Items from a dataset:
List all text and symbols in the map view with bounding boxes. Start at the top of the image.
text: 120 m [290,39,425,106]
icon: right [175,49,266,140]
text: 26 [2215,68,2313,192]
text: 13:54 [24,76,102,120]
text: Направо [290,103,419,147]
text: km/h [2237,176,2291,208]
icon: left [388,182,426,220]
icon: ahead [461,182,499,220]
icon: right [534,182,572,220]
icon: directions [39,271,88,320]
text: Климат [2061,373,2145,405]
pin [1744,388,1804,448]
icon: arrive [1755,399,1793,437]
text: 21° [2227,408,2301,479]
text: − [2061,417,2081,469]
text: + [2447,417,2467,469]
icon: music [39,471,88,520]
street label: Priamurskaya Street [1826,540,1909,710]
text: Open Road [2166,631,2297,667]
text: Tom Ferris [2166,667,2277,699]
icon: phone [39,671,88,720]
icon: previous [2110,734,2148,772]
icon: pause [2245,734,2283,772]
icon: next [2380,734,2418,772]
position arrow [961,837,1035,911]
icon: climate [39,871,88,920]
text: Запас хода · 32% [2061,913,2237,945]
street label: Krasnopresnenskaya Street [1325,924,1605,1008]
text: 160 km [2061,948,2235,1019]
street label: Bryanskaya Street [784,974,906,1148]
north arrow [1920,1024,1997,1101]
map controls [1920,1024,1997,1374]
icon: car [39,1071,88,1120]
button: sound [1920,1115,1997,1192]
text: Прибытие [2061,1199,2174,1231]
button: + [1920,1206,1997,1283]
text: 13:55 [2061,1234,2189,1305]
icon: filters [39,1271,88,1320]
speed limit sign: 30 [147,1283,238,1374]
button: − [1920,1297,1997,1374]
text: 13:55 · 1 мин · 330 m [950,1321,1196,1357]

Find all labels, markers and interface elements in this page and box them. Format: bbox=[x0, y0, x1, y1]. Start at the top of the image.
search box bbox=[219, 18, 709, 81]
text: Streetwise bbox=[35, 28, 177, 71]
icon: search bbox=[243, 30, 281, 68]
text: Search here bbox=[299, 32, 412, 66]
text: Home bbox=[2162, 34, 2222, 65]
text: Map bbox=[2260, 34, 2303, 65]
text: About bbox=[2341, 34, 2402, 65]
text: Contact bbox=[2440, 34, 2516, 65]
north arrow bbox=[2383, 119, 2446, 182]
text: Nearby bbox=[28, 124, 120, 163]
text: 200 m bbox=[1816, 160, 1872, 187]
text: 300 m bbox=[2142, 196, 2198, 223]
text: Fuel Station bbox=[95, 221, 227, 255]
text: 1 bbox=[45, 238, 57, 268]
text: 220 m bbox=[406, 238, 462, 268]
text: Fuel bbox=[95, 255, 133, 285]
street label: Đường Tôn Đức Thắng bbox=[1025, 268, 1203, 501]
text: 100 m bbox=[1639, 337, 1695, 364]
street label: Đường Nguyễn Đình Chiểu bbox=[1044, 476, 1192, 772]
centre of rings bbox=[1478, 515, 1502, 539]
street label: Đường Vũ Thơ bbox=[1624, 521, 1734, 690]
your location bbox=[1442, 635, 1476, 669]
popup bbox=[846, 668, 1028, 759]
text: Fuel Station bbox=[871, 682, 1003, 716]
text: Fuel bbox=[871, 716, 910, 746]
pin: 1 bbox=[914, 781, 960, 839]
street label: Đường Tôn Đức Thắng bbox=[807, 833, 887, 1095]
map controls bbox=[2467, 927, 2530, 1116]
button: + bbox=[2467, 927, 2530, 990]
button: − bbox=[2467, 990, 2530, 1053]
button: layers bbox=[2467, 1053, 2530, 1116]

» WORK INSTRUCTIONS: All of the entries must be written out exactly as they stand.

» COMPLETED EXERCISE:
List all text and symbols in the map view with bounding boxes. Start at the top of the image.
text: 120 m [290,39,425,106]
icon: right [175,49,266,140]
text: 26 [2215,68,2313,192]
text: 13:54 [24,76,102,120]
text: Направо [290,103,419,147]
text: km/h [2237,176,2291,208]
icon: left [388,182,426,220]
icon: ahead [461,182,499,220]
icon: right [534,182,572,220]
icon: directions [39,271,88,320]
text: Климат [2061,373,2145,405]
pin [1744,388,1804,448]
icon: arrive [1755,399,1793,437]
text: 21° [2227,408,2301,479]
text: − [2061,417,2081,469]
text: + [2447,417,2467,469]
icon: music [39,471,88,520]
street label: Priamurskaya Street [1826,540,1909,710]
text: Open Road [2166,631,2297,667]
text: Tom Ferris [2166,667,2277,699]
icon: phone [39,671,88,720]
icon: previous [2110,734,2148,772]
icon: pause [2245,734,2283,772]
icon: next [2380,734,2418,772]
position arrow [961,837,1035,911]
icon: climate [39,871,88,920]
text: Запас хода · 32% [2061,913,2237,945]
street label: Krasnopresnenskaya Street [1325,924,1605,1008]
text: 160 km [2061,948,2235,1019]
street label: Bryanskaya Street [784,974,906,1148]
north arrow [1920,1024,1997,1101]
map controls [1920,1024,1997,1374]
icon: car [39,1071,88,1120]
button: sound [1920,1115,1997,1192]
text: Прибытие [2061,1199,2174,1231]
button: + [1920,1206,1997,1283]
text: 13:55 [2061,1234,2189,1305]
icon: filters [39,1271,88,1320]
speed limit sign: 30 [147,1283,238,1374]
button: − [1920,1297,1997,1374]
text: 13:55 · 1 мин · 330 m [950,1321,1196,1357]

Find all labels, markers and interface elements in this page and box them. Format: bbox=[x0, y0, x1, y1]. Start at the top of the image.
search box bbox=[219, 18, 709, 81]
text: Streetwise bbox=[35, 28, 177, 71]
icon: search bbox=[243, 30, 281, 68]
text: Search here bbox=[299, 32, 412, 66]
text: Home bbox=[2162, 34, 2222, 65]
text: Map bbox=[2260, 34, 2303, 65]
text: About bbox=[2341, 34, 2402, 65]
text: Contact bbox=[2440, 34, 2516, 65]
north arrow bbox=[2383, 119, 2446, 182]
text: Nearby bbox=[28, 124, 120, 163]
text: 200 m bbox=[1816, 160, 1872, 187]
text: 300 m bbox=[2142, 196, 2198, 223]
text: Fuel Station bbox=[95, 221, 227, 255]
text: 1 bbox=[45, 238, 57, 268]
text: 220 m bbox=[406, 238, 462, 268]
text: Fuel bbox=[95, 255, 133, 285]
street label: Đường Tôn Đức Thắng bbox=[1025, 268, 1203, 501]
text: 100 m bbox=[1639, 337, 1695, 364]
street label: Đường Nguyễn Đình Chiểu bbox=[1044, 476, 1192, 772]
centre of rings bbox=[1478, 515, 1502, 539]
street label: Đường Vũ Thơ bbox=[1624, 521, 1734, 690]
your location bbox=[1442, 635, 1476, 669]
popup bbox=[846, 668, 1028, 759]
text: Fuel Station bbox=[871, 682, 1003, 716]
text: Fuel bbox=[871, 716, 910, 746]
pin: 1 bbox=[914, 781, 960, 839]
street label: Đường Tôn Đức Thắng bbox=[807, 833, 887, 1095]
map controls bbox=[2467, 927, 2530, 1116]
button: + bbox=[2467, 927, 2530, 990]
button: − bbox=[2467, 990, 2530, 1053]
button: layers bbox=[2467, 1053, 2530, 1116]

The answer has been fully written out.